**Task brief**
Examine each line of the data. Copy those that contain the string "labels".

**Data provided**

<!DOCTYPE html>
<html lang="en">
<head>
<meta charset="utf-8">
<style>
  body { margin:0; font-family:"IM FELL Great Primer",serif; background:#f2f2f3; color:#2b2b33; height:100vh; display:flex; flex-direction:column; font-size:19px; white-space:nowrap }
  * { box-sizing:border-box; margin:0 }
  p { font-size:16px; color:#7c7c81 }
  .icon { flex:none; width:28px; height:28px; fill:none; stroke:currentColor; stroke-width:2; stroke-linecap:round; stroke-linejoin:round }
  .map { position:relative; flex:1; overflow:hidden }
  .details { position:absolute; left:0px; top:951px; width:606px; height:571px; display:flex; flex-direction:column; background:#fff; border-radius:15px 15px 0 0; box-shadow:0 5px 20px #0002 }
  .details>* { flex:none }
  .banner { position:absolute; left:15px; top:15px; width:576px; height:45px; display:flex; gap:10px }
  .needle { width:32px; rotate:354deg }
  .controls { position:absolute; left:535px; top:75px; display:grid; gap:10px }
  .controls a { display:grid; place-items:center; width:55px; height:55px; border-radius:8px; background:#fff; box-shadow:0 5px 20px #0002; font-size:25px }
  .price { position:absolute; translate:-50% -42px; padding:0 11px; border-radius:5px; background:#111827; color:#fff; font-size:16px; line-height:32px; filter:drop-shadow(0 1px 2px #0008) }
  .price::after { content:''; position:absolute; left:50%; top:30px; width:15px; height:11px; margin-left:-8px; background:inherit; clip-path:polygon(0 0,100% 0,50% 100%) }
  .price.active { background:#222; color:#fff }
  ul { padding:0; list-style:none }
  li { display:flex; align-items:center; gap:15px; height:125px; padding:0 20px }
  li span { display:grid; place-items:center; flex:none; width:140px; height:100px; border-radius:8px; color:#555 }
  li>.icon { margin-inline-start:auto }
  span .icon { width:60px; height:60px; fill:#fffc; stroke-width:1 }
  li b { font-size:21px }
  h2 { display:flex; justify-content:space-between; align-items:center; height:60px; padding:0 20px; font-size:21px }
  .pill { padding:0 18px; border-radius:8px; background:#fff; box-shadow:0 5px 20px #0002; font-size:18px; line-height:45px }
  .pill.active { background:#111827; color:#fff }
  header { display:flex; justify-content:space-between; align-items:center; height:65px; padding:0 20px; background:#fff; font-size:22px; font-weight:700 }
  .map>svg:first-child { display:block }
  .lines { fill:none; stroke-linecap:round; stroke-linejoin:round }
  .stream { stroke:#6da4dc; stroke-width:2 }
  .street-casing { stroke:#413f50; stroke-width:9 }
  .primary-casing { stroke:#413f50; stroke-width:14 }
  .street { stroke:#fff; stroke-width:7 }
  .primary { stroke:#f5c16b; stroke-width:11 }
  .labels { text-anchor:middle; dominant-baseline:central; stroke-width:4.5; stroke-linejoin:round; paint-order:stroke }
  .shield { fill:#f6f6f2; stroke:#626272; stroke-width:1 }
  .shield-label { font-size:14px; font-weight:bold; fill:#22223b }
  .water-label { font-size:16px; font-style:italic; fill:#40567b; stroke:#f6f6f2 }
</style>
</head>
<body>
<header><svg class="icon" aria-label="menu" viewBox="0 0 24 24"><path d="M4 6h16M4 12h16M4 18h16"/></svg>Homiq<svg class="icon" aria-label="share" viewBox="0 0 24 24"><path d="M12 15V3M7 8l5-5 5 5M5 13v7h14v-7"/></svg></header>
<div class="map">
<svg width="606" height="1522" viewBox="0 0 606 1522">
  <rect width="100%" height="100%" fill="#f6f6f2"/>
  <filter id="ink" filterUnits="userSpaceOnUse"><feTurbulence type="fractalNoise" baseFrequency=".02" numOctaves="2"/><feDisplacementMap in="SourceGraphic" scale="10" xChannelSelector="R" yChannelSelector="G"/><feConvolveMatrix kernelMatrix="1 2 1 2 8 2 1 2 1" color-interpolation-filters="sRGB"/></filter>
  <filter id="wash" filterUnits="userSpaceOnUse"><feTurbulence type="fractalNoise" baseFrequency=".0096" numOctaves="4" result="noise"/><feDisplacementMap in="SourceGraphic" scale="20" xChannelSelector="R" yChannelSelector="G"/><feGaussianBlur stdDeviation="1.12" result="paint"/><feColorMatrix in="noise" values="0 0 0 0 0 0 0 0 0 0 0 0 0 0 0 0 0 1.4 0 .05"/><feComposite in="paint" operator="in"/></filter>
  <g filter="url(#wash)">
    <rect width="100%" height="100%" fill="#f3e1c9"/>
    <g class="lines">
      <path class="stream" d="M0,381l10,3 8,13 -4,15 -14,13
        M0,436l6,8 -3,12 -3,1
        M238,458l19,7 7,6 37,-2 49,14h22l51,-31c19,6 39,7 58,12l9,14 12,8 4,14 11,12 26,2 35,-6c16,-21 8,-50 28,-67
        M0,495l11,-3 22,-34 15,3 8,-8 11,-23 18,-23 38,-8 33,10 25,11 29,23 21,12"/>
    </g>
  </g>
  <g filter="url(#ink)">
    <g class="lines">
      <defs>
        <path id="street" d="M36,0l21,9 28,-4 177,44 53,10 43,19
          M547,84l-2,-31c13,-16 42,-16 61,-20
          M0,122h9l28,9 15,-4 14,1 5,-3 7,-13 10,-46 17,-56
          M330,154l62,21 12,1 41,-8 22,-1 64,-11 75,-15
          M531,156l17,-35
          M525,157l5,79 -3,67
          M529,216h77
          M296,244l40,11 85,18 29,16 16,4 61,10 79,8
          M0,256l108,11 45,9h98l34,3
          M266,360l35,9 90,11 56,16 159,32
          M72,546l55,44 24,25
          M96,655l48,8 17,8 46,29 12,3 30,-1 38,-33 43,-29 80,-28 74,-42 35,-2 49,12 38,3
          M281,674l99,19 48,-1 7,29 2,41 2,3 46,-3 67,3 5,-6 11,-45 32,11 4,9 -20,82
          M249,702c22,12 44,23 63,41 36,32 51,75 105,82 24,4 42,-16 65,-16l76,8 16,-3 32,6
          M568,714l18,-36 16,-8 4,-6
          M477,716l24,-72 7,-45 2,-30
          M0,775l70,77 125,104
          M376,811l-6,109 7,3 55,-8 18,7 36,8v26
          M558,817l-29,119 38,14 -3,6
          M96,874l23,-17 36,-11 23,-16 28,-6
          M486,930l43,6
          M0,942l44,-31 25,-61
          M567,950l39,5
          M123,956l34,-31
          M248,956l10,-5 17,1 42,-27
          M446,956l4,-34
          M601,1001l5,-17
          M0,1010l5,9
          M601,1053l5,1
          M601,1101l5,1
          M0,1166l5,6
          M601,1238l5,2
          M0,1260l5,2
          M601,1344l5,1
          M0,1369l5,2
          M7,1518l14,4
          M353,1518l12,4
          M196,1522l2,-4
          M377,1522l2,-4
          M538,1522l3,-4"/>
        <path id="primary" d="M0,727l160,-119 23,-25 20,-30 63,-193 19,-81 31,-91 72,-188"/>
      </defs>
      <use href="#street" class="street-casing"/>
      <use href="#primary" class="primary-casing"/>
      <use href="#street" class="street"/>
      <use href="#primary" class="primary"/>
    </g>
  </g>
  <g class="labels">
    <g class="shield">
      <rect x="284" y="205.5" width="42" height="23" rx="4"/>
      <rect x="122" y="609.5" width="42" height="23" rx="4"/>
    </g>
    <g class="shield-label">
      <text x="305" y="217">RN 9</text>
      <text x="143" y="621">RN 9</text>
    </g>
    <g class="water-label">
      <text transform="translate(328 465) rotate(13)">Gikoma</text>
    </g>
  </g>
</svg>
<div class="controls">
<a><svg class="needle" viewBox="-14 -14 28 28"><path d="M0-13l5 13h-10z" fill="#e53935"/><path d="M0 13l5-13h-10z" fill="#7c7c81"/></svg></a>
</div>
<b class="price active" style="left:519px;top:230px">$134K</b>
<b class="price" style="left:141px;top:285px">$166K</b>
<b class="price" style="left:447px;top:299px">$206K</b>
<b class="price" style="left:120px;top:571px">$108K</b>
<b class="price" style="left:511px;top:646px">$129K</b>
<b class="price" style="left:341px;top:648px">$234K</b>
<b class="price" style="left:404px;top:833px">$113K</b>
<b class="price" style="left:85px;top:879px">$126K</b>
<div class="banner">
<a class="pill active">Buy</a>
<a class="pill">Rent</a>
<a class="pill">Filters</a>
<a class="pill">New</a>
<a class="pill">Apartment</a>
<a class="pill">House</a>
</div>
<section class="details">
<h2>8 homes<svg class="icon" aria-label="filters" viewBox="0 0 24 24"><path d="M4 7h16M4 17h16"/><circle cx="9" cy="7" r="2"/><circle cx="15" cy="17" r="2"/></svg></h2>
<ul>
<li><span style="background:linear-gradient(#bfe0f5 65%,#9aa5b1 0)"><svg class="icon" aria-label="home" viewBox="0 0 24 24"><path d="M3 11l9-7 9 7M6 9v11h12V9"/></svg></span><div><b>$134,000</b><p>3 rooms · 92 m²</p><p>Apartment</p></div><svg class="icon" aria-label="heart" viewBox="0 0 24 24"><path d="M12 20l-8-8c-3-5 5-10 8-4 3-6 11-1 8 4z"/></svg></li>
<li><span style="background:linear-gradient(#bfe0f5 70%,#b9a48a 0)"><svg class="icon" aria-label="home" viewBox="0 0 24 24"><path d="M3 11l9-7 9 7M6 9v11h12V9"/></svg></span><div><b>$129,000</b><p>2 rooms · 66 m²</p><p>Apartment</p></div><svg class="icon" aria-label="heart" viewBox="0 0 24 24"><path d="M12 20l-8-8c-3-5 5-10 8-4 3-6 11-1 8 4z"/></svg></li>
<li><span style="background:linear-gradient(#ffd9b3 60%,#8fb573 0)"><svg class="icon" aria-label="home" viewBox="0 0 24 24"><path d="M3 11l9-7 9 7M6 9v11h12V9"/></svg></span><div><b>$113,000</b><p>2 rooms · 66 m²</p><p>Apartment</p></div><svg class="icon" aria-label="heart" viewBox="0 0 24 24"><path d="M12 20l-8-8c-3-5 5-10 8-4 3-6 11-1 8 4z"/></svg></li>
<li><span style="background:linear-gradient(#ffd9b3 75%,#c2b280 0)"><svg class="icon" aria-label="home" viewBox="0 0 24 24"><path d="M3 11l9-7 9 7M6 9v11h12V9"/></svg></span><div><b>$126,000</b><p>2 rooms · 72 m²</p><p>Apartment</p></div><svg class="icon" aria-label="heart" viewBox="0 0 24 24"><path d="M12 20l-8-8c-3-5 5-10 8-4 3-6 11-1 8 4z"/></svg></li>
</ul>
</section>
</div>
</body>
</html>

**Solution**
  .labels { text-anchor:middle; dominant-baseline:central; stroke-width:4.5; stroke-linejoin:round; paint-order:stroke }
  <g class="labels">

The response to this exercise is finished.